Only lines with the word "solid" are wanted; copy each of them from the listing below.

▶ Available data
——————

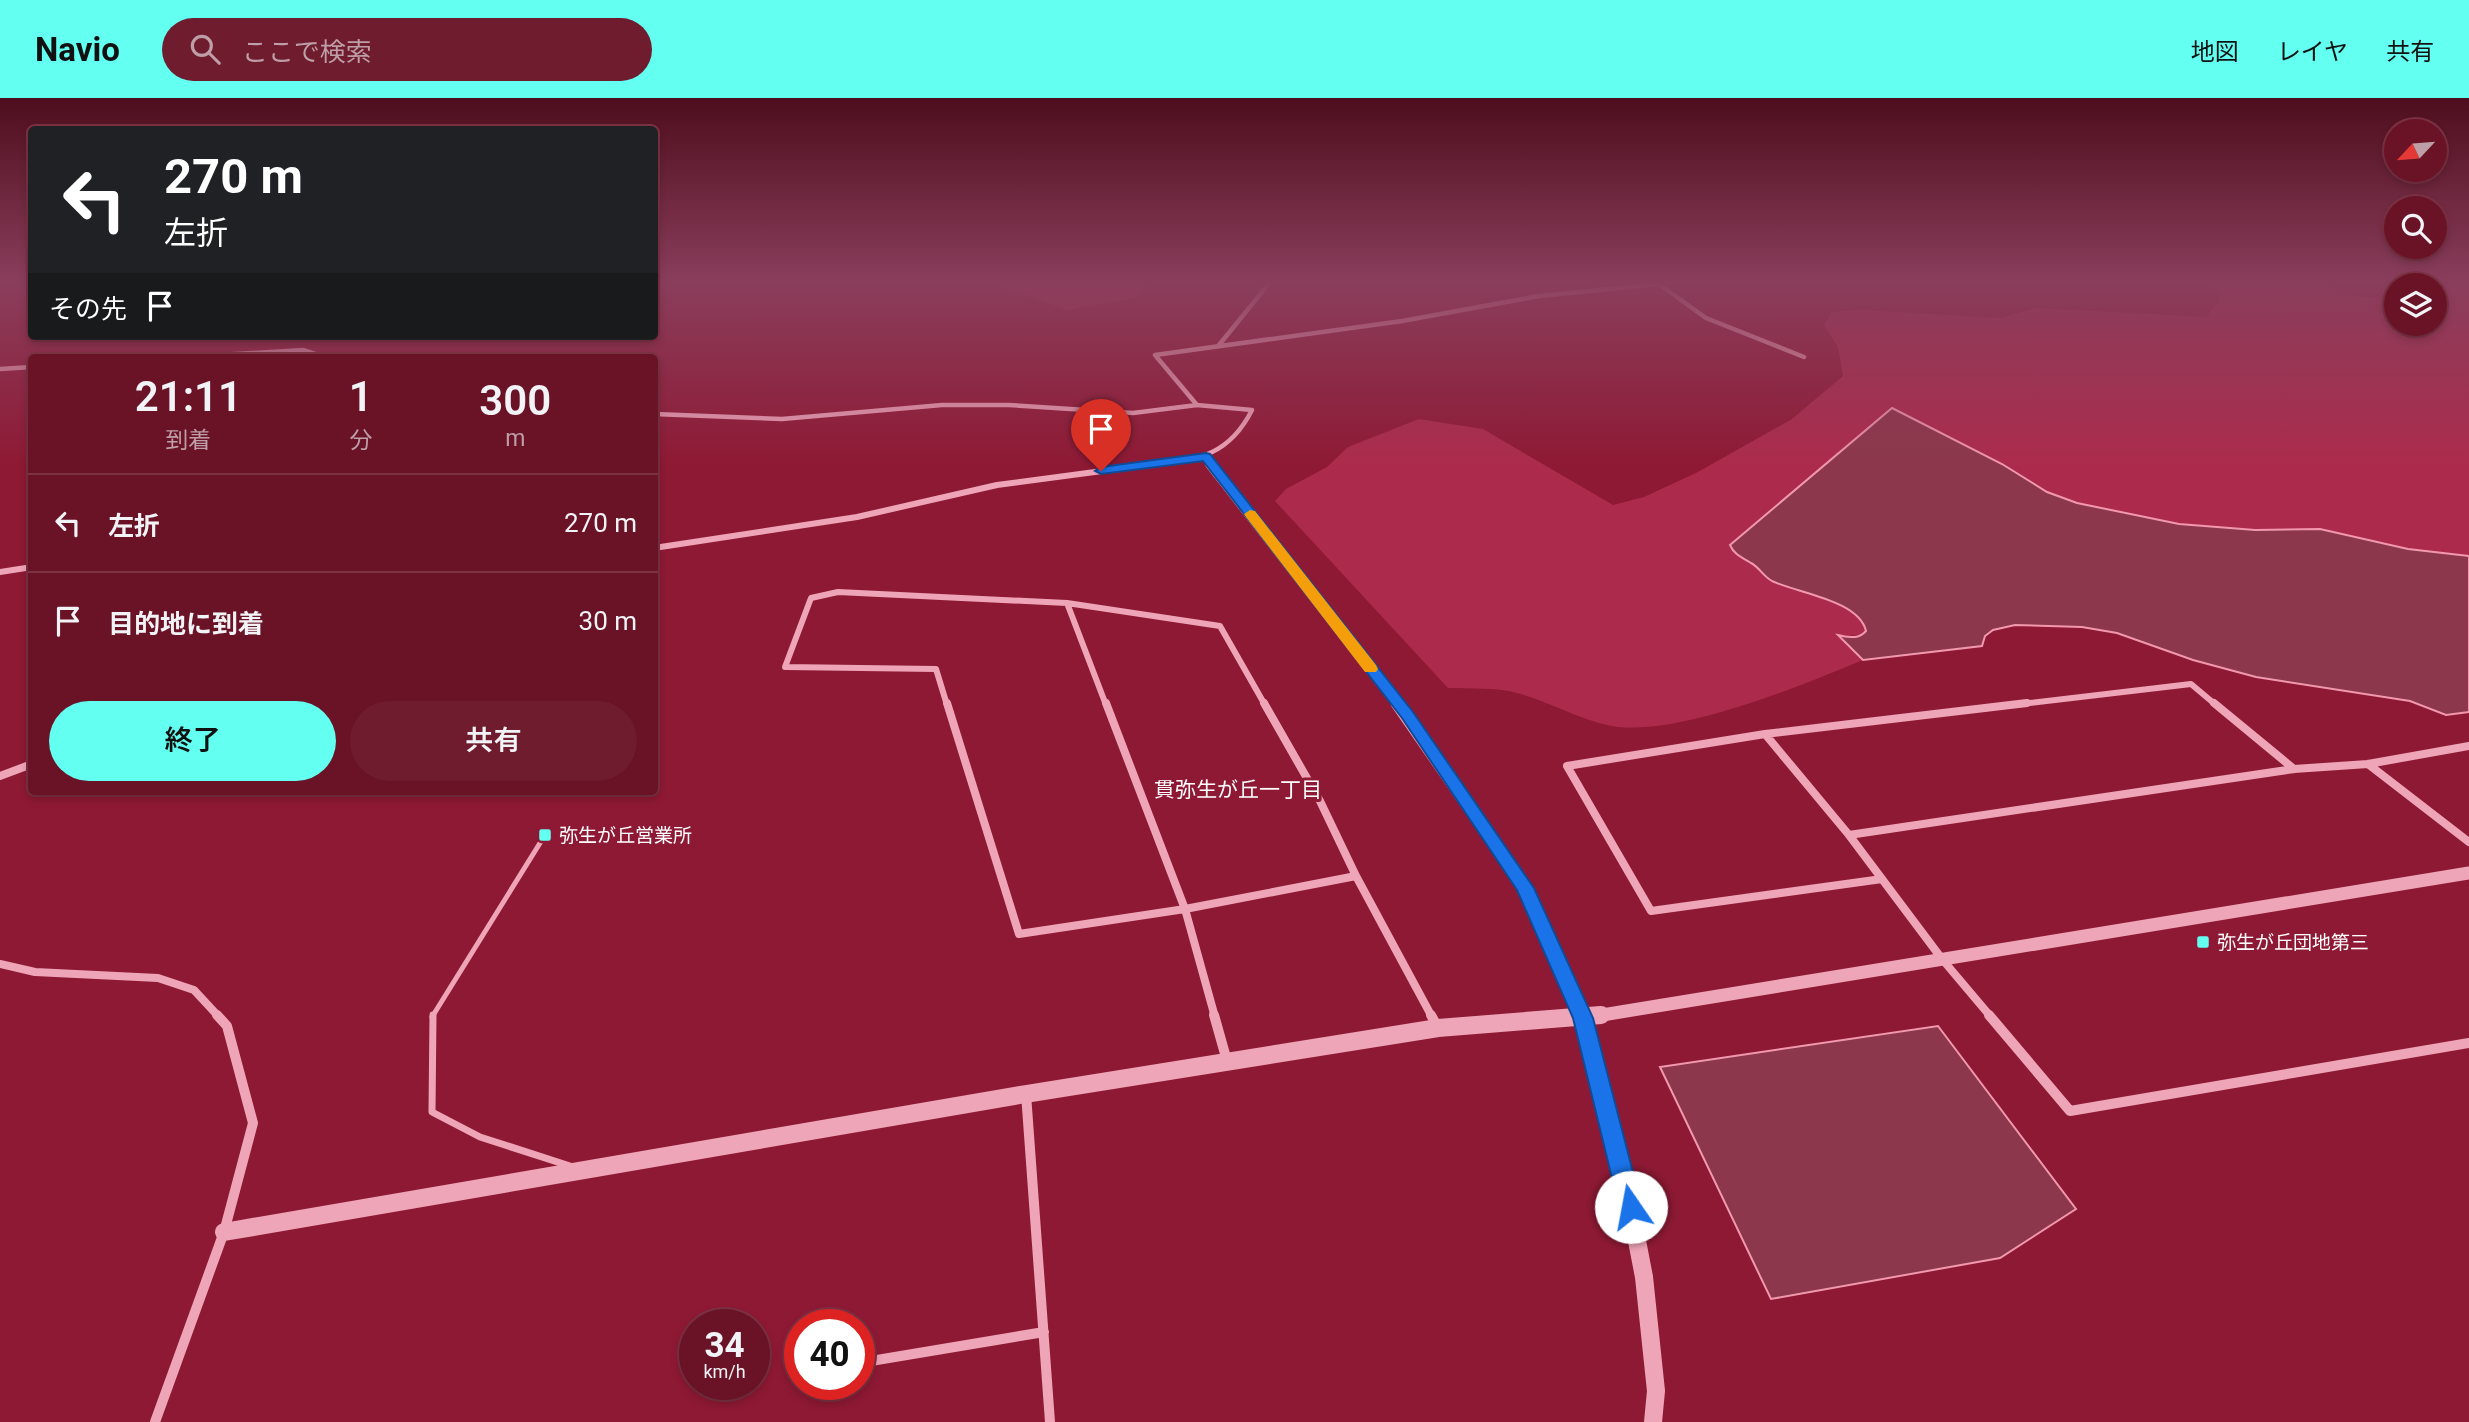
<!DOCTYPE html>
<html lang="ja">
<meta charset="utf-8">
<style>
:root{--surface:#6a1327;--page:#6f1c2f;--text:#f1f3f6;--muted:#be9ea7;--line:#7d3244;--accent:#63fff1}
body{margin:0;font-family:Roboto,"Noto Sans JP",sans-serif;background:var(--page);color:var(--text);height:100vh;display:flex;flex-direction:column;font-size:26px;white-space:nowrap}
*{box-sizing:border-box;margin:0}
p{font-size:23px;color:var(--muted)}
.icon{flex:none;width:38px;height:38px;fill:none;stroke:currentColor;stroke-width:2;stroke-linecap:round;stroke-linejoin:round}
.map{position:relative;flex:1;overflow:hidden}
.panel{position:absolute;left:28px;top:256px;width:630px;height:441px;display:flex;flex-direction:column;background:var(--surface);border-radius:7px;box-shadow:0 4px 10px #0003,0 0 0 2px var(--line)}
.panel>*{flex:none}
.hud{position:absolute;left:28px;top:28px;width:630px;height:214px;border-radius:7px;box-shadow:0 4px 10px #0003,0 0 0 2px var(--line);background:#202124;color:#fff;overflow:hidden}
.needle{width:46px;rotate:244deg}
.buttons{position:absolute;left:2384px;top:21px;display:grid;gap:14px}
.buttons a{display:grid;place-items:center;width:63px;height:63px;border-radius:50%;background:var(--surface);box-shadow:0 4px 10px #0003,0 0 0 2px var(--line);font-size:35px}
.speed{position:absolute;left:679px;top:1211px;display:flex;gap:14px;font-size:35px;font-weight:700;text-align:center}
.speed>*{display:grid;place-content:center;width:91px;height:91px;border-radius:50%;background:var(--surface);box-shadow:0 4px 10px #0003,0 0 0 2px var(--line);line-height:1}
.speed small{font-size:18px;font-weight:400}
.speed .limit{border:10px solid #d22;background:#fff;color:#111}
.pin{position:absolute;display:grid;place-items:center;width:60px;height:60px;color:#fff;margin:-72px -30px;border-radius:50% 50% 50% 0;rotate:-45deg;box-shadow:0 0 7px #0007}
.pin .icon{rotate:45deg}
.me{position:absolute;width:77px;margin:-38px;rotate:348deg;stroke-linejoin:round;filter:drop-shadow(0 0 5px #0008)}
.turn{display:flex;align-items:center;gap:24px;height:147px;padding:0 21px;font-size:32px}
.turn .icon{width:91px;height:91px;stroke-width:2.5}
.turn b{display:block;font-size:49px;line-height:60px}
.then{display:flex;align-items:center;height:66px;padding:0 21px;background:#0003;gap:14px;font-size:26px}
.eta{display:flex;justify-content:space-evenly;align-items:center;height:119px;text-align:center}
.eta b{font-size:42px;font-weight:600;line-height:49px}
.button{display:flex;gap:14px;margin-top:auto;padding:14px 21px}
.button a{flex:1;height:80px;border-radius:42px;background:var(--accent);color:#111;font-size:28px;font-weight:600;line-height:80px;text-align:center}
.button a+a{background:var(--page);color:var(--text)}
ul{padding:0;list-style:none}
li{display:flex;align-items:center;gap:21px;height:98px;padding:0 21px;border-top:2px solid var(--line)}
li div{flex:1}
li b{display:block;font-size:26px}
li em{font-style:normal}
header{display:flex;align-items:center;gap:42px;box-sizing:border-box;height:98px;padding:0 35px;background:var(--accent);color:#111}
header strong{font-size:33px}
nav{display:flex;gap:38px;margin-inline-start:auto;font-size:24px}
.search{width:490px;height:63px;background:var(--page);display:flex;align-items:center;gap:18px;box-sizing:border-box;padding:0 24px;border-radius:38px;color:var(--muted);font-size:26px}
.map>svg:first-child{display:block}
</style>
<header>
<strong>Navio</strong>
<div class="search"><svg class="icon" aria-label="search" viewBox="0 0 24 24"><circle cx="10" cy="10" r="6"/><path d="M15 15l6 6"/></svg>ここで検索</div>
<nav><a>地図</a><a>レイヤ</a><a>共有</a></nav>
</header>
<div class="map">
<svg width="2469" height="1324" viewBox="0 0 2469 1324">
<rect width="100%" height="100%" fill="#8e1934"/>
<path fill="#ac2b4c" d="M 984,183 L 1141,183 L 1146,189 L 1135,200 L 1068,212 Z
M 2147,183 L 2323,183 C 2341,201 2372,199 2396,201 L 2396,226 L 2434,226 L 2434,187 L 2396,187 L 2386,183 L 2469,183 L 2469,458 L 2408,451 L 2320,431 L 2255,432 L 2179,426 L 2077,405 L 2047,394 L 2002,366 L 1892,310 L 1731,448 C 1738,458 1747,460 1756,468 C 1757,469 1762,475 1763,476 C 1788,493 1859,501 1866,533 L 1863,537 L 1839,538 L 1863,562 C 1803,587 1670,642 1607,627 C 1576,620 1548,603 1517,595 C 1496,589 1470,591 1448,590 L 1275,403 L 1286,391 L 1327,369 L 1348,349 L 1419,321 L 1483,331 L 1613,407 L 1644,399 L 1696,375 L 1792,321 L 1843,278 L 1838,249 L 1824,227 L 1832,214 L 1860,212 L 2001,220 L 2035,210 L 2206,219 L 2219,203 L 2222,194 C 2191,179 2177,188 2147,183 Z"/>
<path fill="#8c374b" stroke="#f198af" stroke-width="2" d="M 1892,310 L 2002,366 L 2047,394 L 2077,405 L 2179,426 L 2255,432 L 2320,431 L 2408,451 L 2469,458 L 2469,614 L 2446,617 L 2410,603 L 2256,579 L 2193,562 L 2117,535 L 2082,529 L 2015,527 L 1993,532 L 1985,538 L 1982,548 L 1863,562 L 1838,537 C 1849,539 1858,542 1866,533 C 1859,502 1797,495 1772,483 C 1763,478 1759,469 1751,465 C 1742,459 1735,458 1730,447 Z
M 1938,928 L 2076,1111 L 2000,1160 L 1771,1201 L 1660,969 Z"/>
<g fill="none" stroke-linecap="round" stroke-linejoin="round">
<path stroke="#efa5b8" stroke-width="5" d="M 432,919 L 545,737"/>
<path stroke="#efa5b8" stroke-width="7" d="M 433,917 L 432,1014 L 480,1039 L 570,1068"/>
<path stroke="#efa5b8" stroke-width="4.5" d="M 1656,184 L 1706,220 L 1804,259
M 1219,247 L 1271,183
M 186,259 L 303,252 L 324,259
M 0,271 L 32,269
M 1197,307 L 1155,257 L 1402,223 L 1539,198 L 1658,186
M 654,316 L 782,321 L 942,307 L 1009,307 L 1133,315 L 1197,307 L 1252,312 C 1226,363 1192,361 1142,368"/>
<path stroke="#efa5b8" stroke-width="6" d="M 654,450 L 857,419 L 997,387 L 1155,366
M 0,474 L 32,469
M 1067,505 L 1106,607
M 947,607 L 936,571 L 785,569 L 811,500 L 838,494 L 1067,505 L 1220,528 L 1265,607
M 2012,607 L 2191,586 L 2216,607"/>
<path stroke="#efa5b8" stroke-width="8" d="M 947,605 L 1019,836 L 1185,811 L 1356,778
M 1106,605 L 1185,811 L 1215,919
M 1264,605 L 1320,703 L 1356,778
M 2214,605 L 2294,671
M 1765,636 L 1567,668 L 1651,813 L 1882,781
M 2368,666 L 2469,744
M 0,678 L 32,666
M 1849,737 L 2294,671 L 2368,666 L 2469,648
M 1356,778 L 1432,919
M 0,866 L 35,874 L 158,880 L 194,892 L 219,919
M 1991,919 L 1942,861 L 1849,737 L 1765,636 L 2027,605"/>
<path stroke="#efa5b8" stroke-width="10" d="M 1214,917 L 1227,963
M 1431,917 L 1438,930
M 1989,917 L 2070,1013 L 2469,945
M 1026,996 L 1050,1324
M 859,1265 L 1044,1234
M 155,1324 L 224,1134 L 253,1025 L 227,928 L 217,917"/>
<path stroke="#efa5b8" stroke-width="8" d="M 1205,359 L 1212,368"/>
<path stroke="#efa5b8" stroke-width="10" d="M 1210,366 L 1398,607"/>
<path stroke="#efa5b8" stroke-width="13" d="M 1397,605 L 1525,790 L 1582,919
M 1590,919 L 2469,775"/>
<path stroke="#efa5b8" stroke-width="18" d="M 1582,917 L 1626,1086 L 1644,1179 L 1656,1293 L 1653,1324
M 224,1134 L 1026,996 L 1438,930 L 1601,917"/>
</g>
<linearGradient id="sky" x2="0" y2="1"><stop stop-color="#4e0e1d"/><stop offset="0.5" stop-color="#8a3e5c"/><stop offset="1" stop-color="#8a3e5c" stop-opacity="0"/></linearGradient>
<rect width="2469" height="368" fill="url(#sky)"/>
<path fill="#1a73e8" stroke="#114b97" stroke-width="2" d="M 1206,355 L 1210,356 L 1413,614 L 1534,790 L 1593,920 L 1642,1109 L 1639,1116 L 1631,1119 L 1623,1116 L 1619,1109 L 1573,920 L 1517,792 L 1402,620 L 1203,363 L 1101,376 L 1095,373 L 1101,369 Z"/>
<path fill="#f59e0b" d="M 1250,412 L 1255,413 L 1376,567 L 1378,571 L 1376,574 L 1365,574 L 1246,419 L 1244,416 Z"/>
<g fill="#63fff1" stroke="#8e1934" stroke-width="2.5">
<rect x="538" y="730" width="14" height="14" rx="3.5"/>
<rect x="2196" y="837" width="14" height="14" rx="3.5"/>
</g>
<g text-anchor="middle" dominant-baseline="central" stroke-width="6" stroke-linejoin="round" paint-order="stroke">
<g font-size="19" fill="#fff" stroke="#8e1934" text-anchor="start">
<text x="559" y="737">弥生が丘営業所</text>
<text x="2217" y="844">弥生が丘団地第三</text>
</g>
<g font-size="21" fill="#fff" stroke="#8e1934">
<text x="1238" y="692">貫弥生が丘一丁目</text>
</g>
</g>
</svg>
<div class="buttons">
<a><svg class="needle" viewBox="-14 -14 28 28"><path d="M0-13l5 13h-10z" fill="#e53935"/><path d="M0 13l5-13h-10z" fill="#be9ea7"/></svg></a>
<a><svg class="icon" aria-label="search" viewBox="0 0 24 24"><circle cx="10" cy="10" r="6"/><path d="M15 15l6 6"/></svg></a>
<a><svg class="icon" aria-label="layers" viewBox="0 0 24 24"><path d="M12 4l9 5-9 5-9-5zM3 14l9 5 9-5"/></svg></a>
</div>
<div class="speed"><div>34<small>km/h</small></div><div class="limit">40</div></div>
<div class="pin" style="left:1101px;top:373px;background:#d93025"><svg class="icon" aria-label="arrive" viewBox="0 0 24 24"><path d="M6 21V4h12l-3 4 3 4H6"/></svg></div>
<svg class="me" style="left:1631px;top:1109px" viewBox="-20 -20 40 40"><circle r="19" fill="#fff"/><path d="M0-13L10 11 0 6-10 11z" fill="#1a73e8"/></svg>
<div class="hud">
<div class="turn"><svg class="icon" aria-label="left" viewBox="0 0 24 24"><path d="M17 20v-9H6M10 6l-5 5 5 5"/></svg><div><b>270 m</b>左折</div></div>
<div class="then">その先<svg class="icon" aria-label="arrive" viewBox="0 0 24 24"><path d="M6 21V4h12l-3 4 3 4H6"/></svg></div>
</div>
<section class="panel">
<div class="eta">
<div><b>21:11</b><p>到着</p></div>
<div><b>1</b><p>分</p></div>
<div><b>300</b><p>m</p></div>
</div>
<ul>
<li><svg class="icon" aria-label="left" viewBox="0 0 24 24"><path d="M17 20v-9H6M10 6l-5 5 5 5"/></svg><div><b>左折</b></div><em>270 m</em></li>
<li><svg class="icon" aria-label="arrive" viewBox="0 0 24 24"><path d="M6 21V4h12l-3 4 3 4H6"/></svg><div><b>目的地に到着</b></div><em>30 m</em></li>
</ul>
<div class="button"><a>終了</a><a>共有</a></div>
</section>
</div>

——————

▶ Response
.speed .limit{border:10px solid #d22;background:#fff;color:#111}
li{display:flex;align-items:center;gap:21px;height:98px;padding:0 21px;border-top:2px solid var(--line)}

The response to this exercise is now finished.